**How to complete this task:** Only the number is needed: how many lines in the entries below contain the string "index"?

*** Given information ***

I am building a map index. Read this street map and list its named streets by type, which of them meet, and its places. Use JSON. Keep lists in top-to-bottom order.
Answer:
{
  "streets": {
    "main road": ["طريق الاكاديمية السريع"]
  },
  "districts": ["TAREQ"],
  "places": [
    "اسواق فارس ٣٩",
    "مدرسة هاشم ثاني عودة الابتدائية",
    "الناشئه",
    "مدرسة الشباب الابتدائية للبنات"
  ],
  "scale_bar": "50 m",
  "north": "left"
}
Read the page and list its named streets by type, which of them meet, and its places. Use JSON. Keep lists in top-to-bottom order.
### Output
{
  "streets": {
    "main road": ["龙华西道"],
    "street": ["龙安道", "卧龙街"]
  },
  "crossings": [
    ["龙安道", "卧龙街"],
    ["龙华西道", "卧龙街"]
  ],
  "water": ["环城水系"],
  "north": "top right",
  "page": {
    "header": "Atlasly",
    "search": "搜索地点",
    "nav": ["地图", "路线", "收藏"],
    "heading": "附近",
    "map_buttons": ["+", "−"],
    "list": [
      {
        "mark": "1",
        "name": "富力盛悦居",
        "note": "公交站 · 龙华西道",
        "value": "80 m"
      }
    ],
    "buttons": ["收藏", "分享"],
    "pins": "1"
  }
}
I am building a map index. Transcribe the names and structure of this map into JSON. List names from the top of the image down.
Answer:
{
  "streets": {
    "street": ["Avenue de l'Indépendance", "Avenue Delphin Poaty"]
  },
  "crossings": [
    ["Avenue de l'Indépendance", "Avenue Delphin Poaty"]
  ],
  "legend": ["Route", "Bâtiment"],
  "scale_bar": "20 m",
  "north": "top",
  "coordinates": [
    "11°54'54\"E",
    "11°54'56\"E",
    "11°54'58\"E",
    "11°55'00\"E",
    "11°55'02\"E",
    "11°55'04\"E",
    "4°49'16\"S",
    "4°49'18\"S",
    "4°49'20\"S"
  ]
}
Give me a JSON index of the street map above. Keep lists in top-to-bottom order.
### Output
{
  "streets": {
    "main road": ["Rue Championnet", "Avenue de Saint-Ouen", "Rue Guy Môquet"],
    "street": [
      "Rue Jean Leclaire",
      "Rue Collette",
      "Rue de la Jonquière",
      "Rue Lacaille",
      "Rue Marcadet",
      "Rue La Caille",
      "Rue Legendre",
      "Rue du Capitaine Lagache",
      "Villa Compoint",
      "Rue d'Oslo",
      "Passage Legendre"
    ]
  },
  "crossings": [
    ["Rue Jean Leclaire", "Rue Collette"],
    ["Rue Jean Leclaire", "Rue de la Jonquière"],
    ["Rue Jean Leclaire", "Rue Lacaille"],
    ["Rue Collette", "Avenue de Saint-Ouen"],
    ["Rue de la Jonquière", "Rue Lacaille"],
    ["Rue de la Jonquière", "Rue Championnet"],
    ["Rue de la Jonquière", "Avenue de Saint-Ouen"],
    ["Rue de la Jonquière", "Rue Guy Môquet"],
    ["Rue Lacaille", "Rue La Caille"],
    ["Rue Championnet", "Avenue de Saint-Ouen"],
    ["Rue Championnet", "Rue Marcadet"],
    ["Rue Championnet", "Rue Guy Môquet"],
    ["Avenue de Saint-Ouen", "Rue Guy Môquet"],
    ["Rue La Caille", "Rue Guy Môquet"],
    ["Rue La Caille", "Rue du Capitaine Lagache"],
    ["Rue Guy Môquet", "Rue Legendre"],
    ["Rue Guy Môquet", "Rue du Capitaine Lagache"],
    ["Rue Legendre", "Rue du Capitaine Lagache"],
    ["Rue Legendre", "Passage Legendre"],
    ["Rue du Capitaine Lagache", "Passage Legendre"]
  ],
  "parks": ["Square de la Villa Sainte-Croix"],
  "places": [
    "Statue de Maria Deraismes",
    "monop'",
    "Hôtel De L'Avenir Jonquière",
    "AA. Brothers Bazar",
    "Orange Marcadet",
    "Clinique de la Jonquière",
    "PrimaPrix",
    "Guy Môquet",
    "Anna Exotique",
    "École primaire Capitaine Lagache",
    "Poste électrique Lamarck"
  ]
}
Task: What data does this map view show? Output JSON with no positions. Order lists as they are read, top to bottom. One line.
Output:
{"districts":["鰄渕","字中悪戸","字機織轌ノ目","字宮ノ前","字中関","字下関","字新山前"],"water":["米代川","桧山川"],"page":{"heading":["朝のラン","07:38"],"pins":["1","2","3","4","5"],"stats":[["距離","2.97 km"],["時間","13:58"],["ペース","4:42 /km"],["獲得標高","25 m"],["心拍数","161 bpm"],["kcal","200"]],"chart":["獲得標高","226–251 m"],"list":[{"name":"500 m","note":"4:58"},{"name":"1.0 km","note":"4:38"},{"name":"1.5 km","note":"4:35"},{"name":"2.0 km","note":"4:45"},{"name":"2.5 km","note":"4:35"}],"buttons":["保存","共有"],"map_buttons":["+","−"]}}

*** End of Given information ***

**Result:** 3